Your reply should hold only the lines from the records below where "list" occurs.

Records contained in a dataset:
Content starts
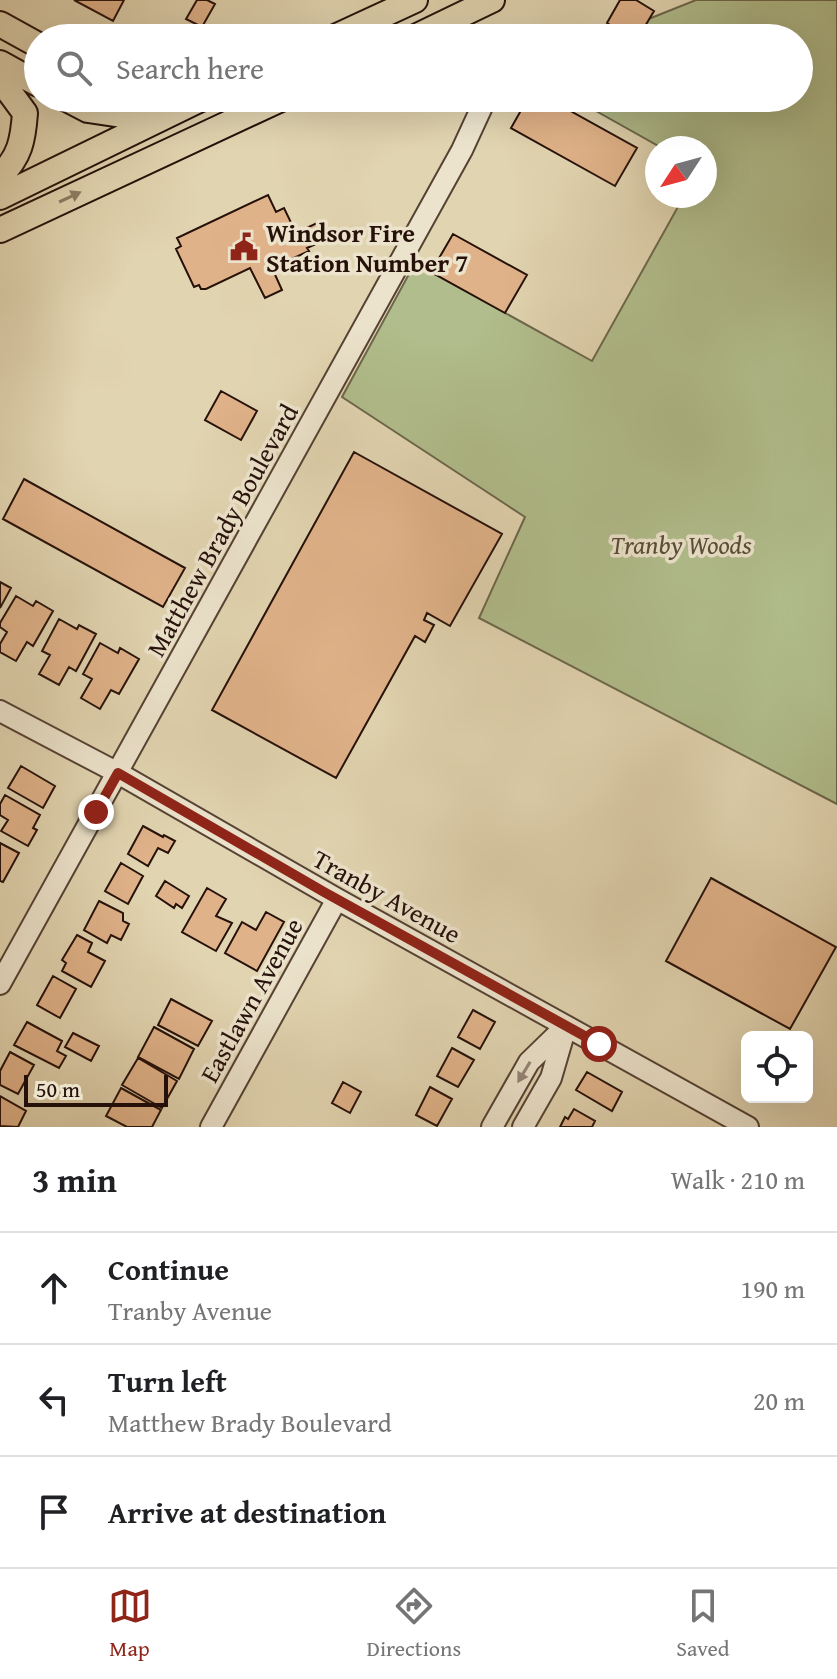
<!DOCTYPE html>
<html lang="en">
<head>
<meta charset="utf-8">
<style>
	body { margin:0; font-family:"Gentium Book Plus",serif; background:#f6f6f6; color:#202124 }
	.controls { position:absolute; right:24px; bottom:24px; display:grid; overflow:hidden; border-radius:12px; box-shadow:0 8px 32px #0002 }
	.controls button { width:72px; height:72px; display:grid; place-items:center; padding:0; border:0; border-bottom:2px solid #e0e0e0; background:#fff; color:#202124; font:40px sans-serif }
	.compass { position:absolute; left:645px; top:136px; width:72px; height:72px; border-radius:50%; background:#fff; box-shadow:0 8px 32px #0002; rotate:234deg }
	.scale { position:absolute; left:24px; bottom:20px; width:144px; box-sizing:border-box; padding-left:8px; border:4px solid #26110a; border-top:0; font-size:22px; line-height:28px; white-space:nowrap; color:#26110a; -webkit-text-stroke:6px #ece3cc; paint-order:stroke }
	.stop { position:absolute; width:24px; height:24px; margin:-18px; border:6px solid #8f2418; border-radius:50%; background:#fff }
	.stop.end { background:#8f2418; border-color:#fff; box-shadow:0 2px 8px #0008 }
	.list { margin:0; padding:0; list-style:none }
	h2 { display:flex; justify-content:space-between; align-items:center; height:104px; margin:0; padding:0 32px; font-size:34px }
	h2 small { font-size:26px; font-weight:400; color:#757577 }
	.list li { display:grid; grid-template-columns:52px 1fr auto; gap:24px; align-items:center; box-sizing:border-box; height:112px; padding:0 32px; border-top:2px solid #e0e0e0 }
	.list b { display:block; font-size:30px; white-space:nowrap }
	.list p { margin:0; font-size:26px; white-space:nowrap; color:#757577 }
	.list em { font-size:26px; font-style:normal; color:#757577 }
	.icon { flex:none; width:44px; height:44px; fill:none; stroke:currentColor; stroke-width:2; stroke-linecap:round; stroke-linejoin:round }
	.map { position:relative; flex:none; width:837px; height:1127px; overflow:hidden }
	.search { position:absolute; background:#fff; box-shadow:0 8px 32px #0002; left:24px; right:24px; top:24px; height:88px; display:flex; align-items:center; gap:20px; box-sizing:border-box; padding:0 28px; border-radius:44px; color:#757577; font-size:30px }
	.sheet { height:440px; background:#fff }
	nav { display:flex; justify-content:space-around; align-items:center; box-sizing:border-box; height:112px; border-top:2px solid #e0e0e0; background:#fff; font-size:22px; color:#757577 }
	nav a { display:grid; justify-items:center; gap:4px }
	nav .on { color:#8f2418 }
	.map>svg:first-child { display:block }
</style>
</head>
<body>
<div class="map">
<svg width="837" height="1127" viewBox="0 0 837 1127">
	<rect width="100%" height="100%" fill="#e1d4b0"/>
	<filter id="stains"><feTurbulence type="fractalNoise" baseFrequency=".0025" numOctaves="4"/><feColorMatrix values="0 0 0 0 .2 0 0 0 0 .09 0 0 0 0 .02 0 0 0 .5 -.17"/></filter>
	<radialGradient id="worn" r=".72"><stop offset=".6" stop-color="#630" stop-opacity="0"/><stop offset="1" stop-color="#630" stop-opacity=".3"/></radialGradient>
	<!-- green -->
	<path fill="#b1bd8c" stroke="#6c674b" stroke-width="2" d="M696 0H837V804L479 618 525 517 342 397 415 263 592 361 684 196H705V148H662L573 98H799V38H601Z"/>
	<!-- building -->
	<path fill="#e0b289" stroke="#26110a" stroke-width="2" d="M74 0H124L113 21Z
		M197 0H207L215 4 202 27 186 19Z
		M620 0H636L654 11 638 38H632L607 23Z
		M528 98H547L637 148 615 186 511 128Z
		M268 195 276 212 284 208 296 233 317 223 325 240 307 248 309 251 272 268 282 290 265 298 250 268 206 289H201L199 285 194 287 176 249 181 246 177 238Z
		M453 234 527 275 505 313 431 272Z
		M221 391 257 411 241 440 205 420Z
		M354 452 502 534 450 626 427 613 424 620 434 625 425 642 415 636 336 778 212 710Z
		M24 479 185 568 163 607 3 519Z
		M0 582 11 588 0 608Z
		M16 596 33 606 36 601 53 611 33 646 27 642 16 661 0 652V644L7 632 0 627V623Z
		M59 619 77 629 79 625 96 634 76 671 69 667 59 685 39 674 50 655 42 651Z
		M100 643 118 653 120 648 139 659 119 694 111 690 100 709 81 698 92 679 83 674Z
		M21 766 55 786 43 808 8 788Z
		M5 795 40 815 33 828 37 830 28 846 1 831 8 820 0 815V804Z
		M143 826 163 837 164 835 175 841 168 853 158 848 148 866 128 854Z
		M0 843 19 853 3 882 0 881Z
		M121 863 143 876 128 904 105 891Z
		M711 878 836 947 790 1029 666 961Z
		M165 881 189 896 182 908 176 904 174 908 156 896Z
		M207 888 226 899 216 916 232 923 216 951 182 932Z
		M99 901 123 913V921L129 924 121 940 111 935 107 943 84 930Z
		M266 912 284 922 257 971 225 953 242 922 256 930Z
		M77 935 92 943 88 952 105 961 91 987 62 971 66 963 62 960Z
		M53 976 76 989 60 1018 37 1005Z
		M171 999 212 1021 198 1046 158 1025Z
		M473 1010 495 1022 480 1049 458 1037Z
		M27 1022 62 1041 57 1051 66 1056 59 1068 14 1045Z
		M154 1027 194 1049 179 1079 138 1057Z
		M73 1033 99 1046 91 1061 65 1047Z
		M452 1048 474 1060 458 1087 437 1076Z
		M10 1052 34 1065 18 1094 0 1085V1071Z
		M138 1058 177 1081 162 1108 122 1085Z
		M587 1072 622 1092 612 1111 576 1090Z
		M343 1082 361 1092 350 1113 332 1103Z
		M430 1087 452 1099 437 1126 416 1115Z
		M121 1088 161 1110 152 1127H127L106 1116Z
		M0 1096 26 1111 18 1127 0 1126Z
		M574 1109 595 1121 592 1127H560L565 1117 568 1119Z"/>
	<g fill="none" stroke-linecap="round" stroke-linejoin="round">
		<defs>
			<path id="minor" d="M0 711 118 773 337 899 748 1127
				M0 984 462 150 486 98
				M211 1127 337 899
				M492 1127 529 1062 566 1026
				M523 1127 551 1078 565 1030"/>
			<path id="major" d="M0 24 38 45
				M333 38 415 0
				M413 38 492 0
				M0 63 38 84
				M0 79 25 113C23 140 20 157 0 176
				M65 98 88 110 155 120
				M0 197 203 98
				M0 230 283 98"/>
		</defs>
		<!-- minor casing -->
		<use href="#minor" stroke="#554234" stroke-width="24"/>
		<!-- major casing -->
		<use href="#major" stroke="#26110a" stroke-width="28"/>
		<!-- minor -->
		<use href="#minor" stroke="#ece3cc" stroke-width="20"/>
		<!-- major -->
		<use href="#major" stroke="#e1d4b0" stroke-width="24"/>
	</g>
	<!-- one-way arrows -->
	<defs><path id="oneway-solid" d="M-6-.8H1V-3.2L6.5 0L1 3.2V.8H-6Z" transform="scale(2)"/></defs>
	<use fill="#8d7c65" href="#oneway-solid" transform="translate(70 197) rotate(-25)"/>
	<use fill="#938475" href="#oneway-solid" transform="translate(524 1072) rotate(121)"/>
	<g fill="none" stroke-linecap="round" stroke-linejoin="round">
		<!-- route -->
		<path stroke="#8f2418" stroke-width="10" d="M96 812 118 773 324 892 599 1044"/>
	</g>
	<!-- icons -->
	<defs>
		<symbol id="civic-bare" viewBox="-9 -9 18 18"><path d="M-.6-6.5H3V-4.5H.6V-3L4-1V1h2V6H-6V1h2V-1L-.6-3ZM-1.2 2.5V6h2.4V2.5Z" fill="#8f2418" stroke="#ece3cc" stroke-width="2.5" paint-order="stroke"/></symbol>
	</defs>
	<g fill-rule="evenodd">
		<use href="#civic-bare" x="224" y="227" width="40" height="40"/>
	</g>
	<g text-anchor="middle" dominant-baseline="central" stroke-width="7" stroke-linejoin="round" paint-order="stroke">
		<!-- poi labels -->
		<g font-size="26" font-weight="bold" fill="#26110a" stroke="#ece3cc" text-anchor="start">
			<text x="266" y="232">Windsor Fire<tspan x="266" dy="30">Station Number 7</tspan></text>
		</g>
		<!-- street labels -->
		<g font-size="26" fill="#26110a" stroke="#ece3cc">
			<text transform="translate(222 530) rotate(-61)">Matthew Brady Boulevard</text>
			<text transform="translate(387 896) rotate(29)">Tranby Avenue</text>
			<text transform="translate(251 1000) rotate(-61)">Eastlawn Avenue</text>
		</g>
		<!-- park labels -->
		<g font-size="26" font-style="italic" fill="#574d38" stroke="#ece3cc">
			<text x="681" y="544">Tranby Woods</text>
		</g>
	</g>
	<rect width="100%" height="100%" filter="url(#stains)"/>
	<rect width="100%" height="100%" fill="url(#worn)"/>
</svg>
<div class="controls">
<button><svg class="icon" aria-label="locate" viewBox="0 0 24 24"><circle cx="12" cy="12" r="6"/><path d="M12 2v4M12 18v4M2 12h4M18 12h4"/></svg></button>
</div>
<svg class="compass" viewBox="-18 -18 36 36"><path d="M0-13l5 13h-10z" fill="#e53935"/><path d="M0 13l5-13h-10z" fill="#757577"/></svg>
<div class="scale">50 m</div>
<div class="stop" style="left:599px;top:1044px"></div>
<div class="stop end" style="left:96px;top:812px"></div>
<div class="search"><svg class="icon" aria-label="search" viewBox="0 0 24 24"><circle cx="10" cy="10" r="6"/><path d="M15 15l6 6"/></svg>Search here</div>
</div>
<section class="sheet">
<h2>3 min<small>Walk · 210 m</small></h2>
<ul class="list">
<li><svg class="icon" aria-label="ahead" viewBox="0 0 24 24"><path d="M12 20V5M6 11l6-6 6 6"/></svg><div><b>Continue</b><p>Tranby Avenue</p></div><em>190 m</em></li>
<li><svg class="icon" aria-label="left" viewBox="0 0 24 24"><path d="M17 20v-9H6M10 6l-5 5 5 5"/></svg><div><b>Turn left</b><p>Matthew Brady Boulevard</p></div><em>20 m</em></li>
<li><svg class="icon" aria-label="arrive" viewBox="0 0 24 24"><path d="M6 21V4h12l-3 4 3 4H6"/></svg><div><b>Arrive at destination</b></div></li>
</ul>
</section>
<nav>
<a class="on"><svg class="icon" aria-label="map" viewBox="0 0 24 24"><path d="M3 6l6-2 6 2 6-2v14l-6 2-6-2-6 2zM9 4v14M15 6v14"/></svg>Map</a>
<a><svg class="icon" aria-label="directions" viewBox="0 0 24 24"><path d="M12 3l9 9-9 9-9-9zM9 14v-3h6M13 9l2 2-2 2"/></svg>Directions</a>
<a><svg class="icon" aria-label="saved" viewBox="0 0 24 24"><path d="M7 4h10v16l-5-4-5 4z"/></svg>Saved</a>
</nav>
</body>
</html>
Content ends
→ **Solution to the problem**
	.list { margin:0; padding:0; list-style:none }
	.list li { display:grid; grid-template-columns:52px 1fr auto; gap:24px; align-items:center; box-sizing:border-box; height:112px; padding:0 32px; border-top:2px solid #e0e0e0 }
	.list b { display:block; font-size:30px; white-space:nowrap }
	.list p { margin:0; font-size:26px; white-space:nowrap; color:#757577 }
	.list em { font-size:26px; font-style:normal; color:#757577 }
<ul class="list">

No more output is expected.